WHAT THIS TASK INVOLVES — Look through the material below and give the number of lines where the string "class" appears, without any other words.
□ □ □
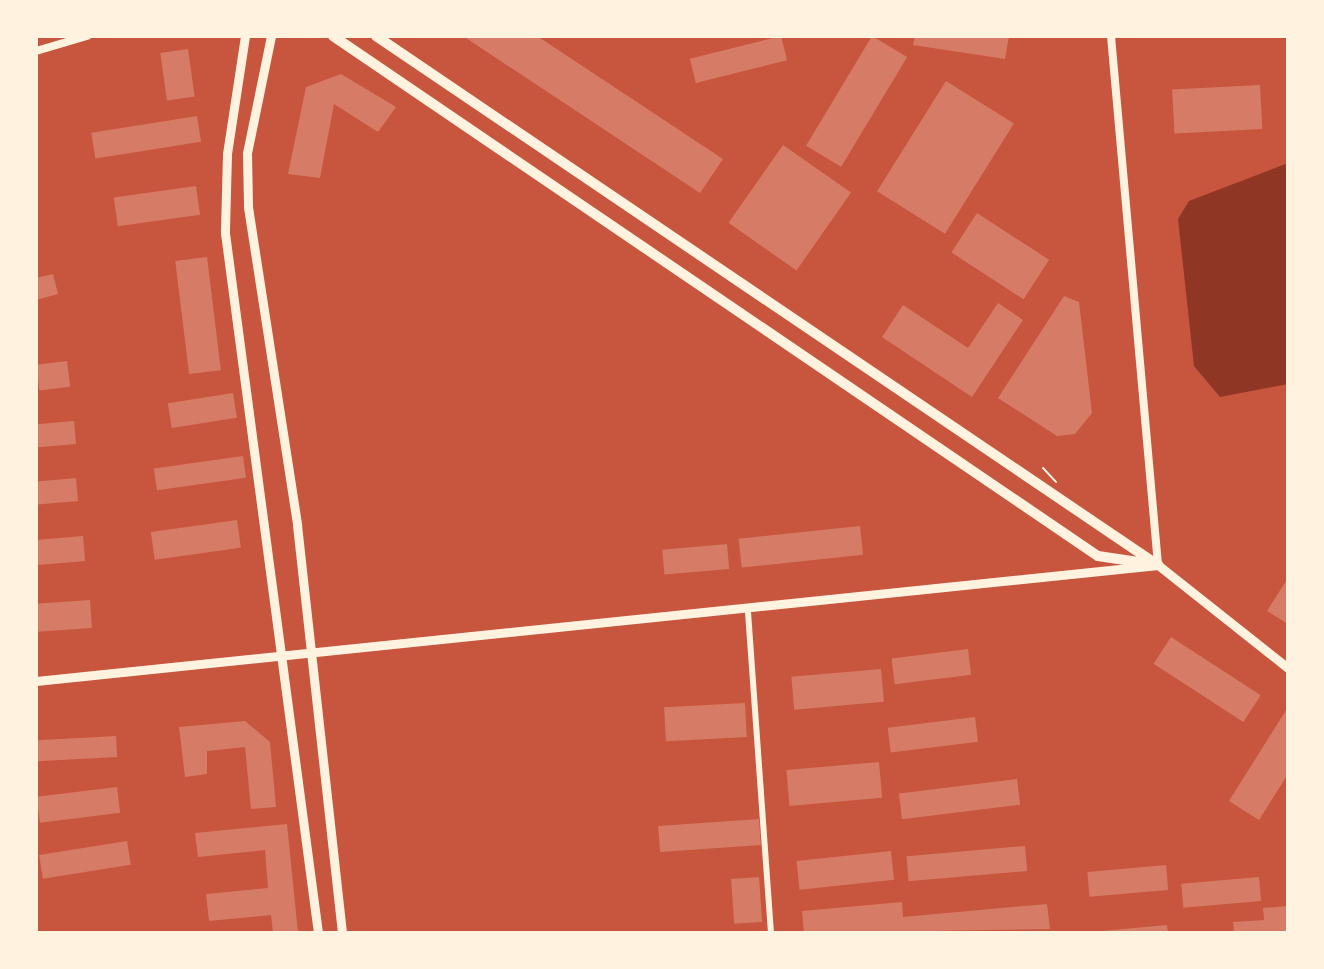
<!DOCTYPE html>
<style>
body{margin:0}
#map{position:relative;width:1324px;height:969px;overflow:hidden;background:#c8553d;font-family:"Source Serif 4",serif}
div>[style]{position:absolute}
.water>*{inset:0;background:#8f3625}
.building>*{inset:0;background:#d67c66;transform-origin:0 0}
.path>*{height:2px;margin:-1px;padding:0 1px;transform-origin:1px;border-radius:1px;background:#fff3e0}
.minor>*{height:6px;margin:-3px;padding:0 3px;transform-origin:3px;border-radius:3px;background:#fff3e0}
.tertiary>*{height:8px;margin:-4px;padding:0 4px;transform-origin:4px;border-radius:4px;background:#fff3e0}
.secondary>*{height:9px;margin:-4.5px;padding:0 4.5px;transform-origin:4.5px;border-radius:4.5px;background:#fff3e0}
.primary>*{height:10px;margin:-5px;padding:0 5px;transform-origin:5px;border-radius:5px;background:#fff3e0}
span{translate:-50% -50%;white-space:nowrap;text-align:center;line-height:1.15;-webkit-text-stroke:6px #fff3e0;paint-order:stroke}
.frame{position:absolute;inset:0;border:38px solid #fff3e0;pointer-events:none}
</style>
<div id="map">
<div class="water">
<i style="clip-path:polygon(1288px 163px,1288px 384px,1220px 397px,1194px 366px,1178px 219px,1189px 201px)"></i>
</div>
<div class="building">
<i style="clip-path:polygon(463px 36px,537px 36px,723px 159px,700px 193px)"></i>
<i style="left:781px;top:36px;width:25px;height:94px;rotate:76deg"></i>
<i style="left:872px;top:36px;width:41px;height:128px;rotate:31deg"></i>
<i style="clip-path:polygon(915px 36px,1009px 36px,1005px 59px,913px 45px)"></i>
<i style="left:188px;top:49px;width:48px;height:28px;rotate:82deg"></i>
<i style="clip-path:polygon(341px 74px,396px 107px,378px 132px,334px 104px,320px 178px,288px 174px,306px 87px)"></i>
<i style="left:946px;top:81px;width:80px;height:130px;rotate:32deg"></i>
<i style="left:1260px;top:85px;width:44px;height:88px;rotate:87deg"></i>
<i style="left:197px;top:116px;width:26px;height:107px;rotate:81deg"></i>
<i style="left:783px;top:145px;width:83px;height:95px;rotate:35deg"></i>
<i style="left:196px;top:186px;width:29px;height:83px;rotate:82deg"></i>
<i style="left:977px;top:213px;width:86px;height:47px;rotate:33deg"></i>
<i style="left:207px;top:257px;width:114px;height:32px;rotate:83deg"></i>
<i style="clip-path:polygon(53px 274px,58px 294px,36px 300px,36px 278px)"></i>
<i style="clip-path:polygon(1064px 296px,1079px 302px,1092px 413px,1075px 434px,1057px 436px,998px 398px)"></i>
<i style="clip-path:polygon(998px 303px,1023px 320px,972px 397px,882px 337px,903px 305px,968px 348px)"></i>
<i style="left:67px;top:361px;width:26px;height:31px;rotate:83deg"></i>
<i style="left:233px;top:393px;width:25px;height:66px;rotate:81deg"></i>
<i style="left:74px;top:421px;width:23px;height:38px;rotate:85deg"></i>
<i style="left:243px;top:456px;width:22px;height:90px;rotate:82deg"></i>
<i style="left:76px;top:478px;width:23px;height:40px;rotate:85deg"></i>
<i style="left:237px;top:520px;width:28px;height:87px;rotate:82deg"></i>
<i style="left:860px;top:526px;width:29px;height:122px;rotate:84deg"></i>
<i style="left:83px;top:536px;width:25px;height:47px;rotate:85deg"></i>
<i style="left:727px;top:544px;width:25px;height:65px;rotate:85deg"></i>
<i style="clip-path:polygon(1288px 578px,1288px 624px,1267px 611px)"></i>
<i style="left:90px;top:600px;width:28px;height:54px;rotate:86deg"></i>
<i style="left:1171px;top:637px;width:107px;height:32px;rotate:33deg"></i>
<i style="left:968px;top:649px;width:26px;height:77px;rotate:83deg"></i>
<i style="left:881px;top:669px;width:33px;height:90px;rotate:85deg"></i>
<i style="left:745px;top:703px;width:34px;height:81px;rotate:87deg"></i>
<i style="clip-path:polygon(1288px 707px,1288px 774px,1259px 820px,1229px 801px)"></i>
<i style="left:975px;top:717px;width:25px;height:88px;rotate:83deg"></i>
<i style="clip-path:polygon(245px 721px,270px 742px,276px 807px,251px 809px,245px 747px,207px 751px,207px 774px,185px 777px,179px 727px)"></i>
<i style="left:116px;top:736px;width:21px;height:80px;rotate:87deg"></i>
<i style="left:879px;top:762px;width:36px;height:93px;rotate:85deg"></i>
<i style="left:1017px;top:779px;width:26px;height:119px;rotate:83deg"></i>
<i style="left:117px;top:787px;width:26px;height:81px;rotate:83deg"></i>
<i style="left:759px;top:819px;width:26px;height:101px;rotate:86deg"></i>
<i style="clip-path:polygon(287px 824px,298px 933px,273px 933px,271px 915px,209px 921px,206px 894px,268px 888px,265px 850px,198px 857px,195px 833px)"></i>
<i style="left:127px;top:841px;width:24px;height:89px;rotate:81deg"></i>
<i style="left:1025px;top:846px;width:25px;height:119px;rotate:85deg"></i>
<i style="left:891px;top:851px;width:29px;height:95px;rotate:84deg"></i>
<i style="left:1166px;top:865px;width:25px;height:79px;rotate:85deg"></i>
<i style="left:759px;top:877px;width:45px;height:28px;rotate:86deg"></i>
<i style="left:1259px;top:877px;width:24px;height:78px;rotate:85deg"></i>
<i style="clip-path:polygon(902px 902px,903px 917px,1047px 904px,1050px 929px,804px 933px,802px 911px)"></i>
<i style="clip-path:polygon(1288px 906px,1288px 933px,1234px 933px,1233px 922px,1264px 920px,1263px 908px)"></i>
<i style="clip-path:polygon(1167px 925px,1168px 933px,1102px 933px,1102px 931px)"></i>
</div>
<div class="path">
<i style="left:1043px;top:468px;width:19px;rotate:47deg"></i>
</div>
<div class="minor">
<i style="left:748px;top:612px;width:322px;rotate:85.9deg"></i>
</div>
<div class="tertiary">
<i style="left:1111px;top:36px;width:531px;rotate:84.92deg"></i>
<i style="left:36px;top:51px;width:53px;rotate:-16.4deg"></i>
</div>
<div class="secondary">
<i style="left:245px;top:36px;width:119px;rotate:98.7deg"></i>
<i style="left:227px;top:154px;width:79px;rotate:91.5deg"></i>
<i style="left:225px;top:233px;width:706px;rotate:82.43deg"></i>
<i style="left:271px;top:36px;width:119px;rotate:101.6deg"></i>
<i style="left:247px;top:153px;width:54px;rotate:88.9deg"></i>
<i style="left:248px;top:207px;width:322px;rotate:81.2deg"></i>
<i style="left:297px;top:525px;width:410px;rotate:83.7deg"></i>
<i style="left:36px;top:681px;width:1128px;rotate:-5.9deg"></i>
<i style="left:1158px;top:565px;width:166px;rotate:38.4deg"></i>
</div>
<div class="primary">
<i style="left:333px;top:36px;width:925px;rotate:34.21deg"></i>
<i style="left:1098px;top:556px;width:61px;rotate:8.5deg"></i>
<i style="left:376px;top:36px;width:942px;rotate:34.09deg"></i>
</div>
<div class="frame"></div>
</div>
□ □ □
RESPONSE — 8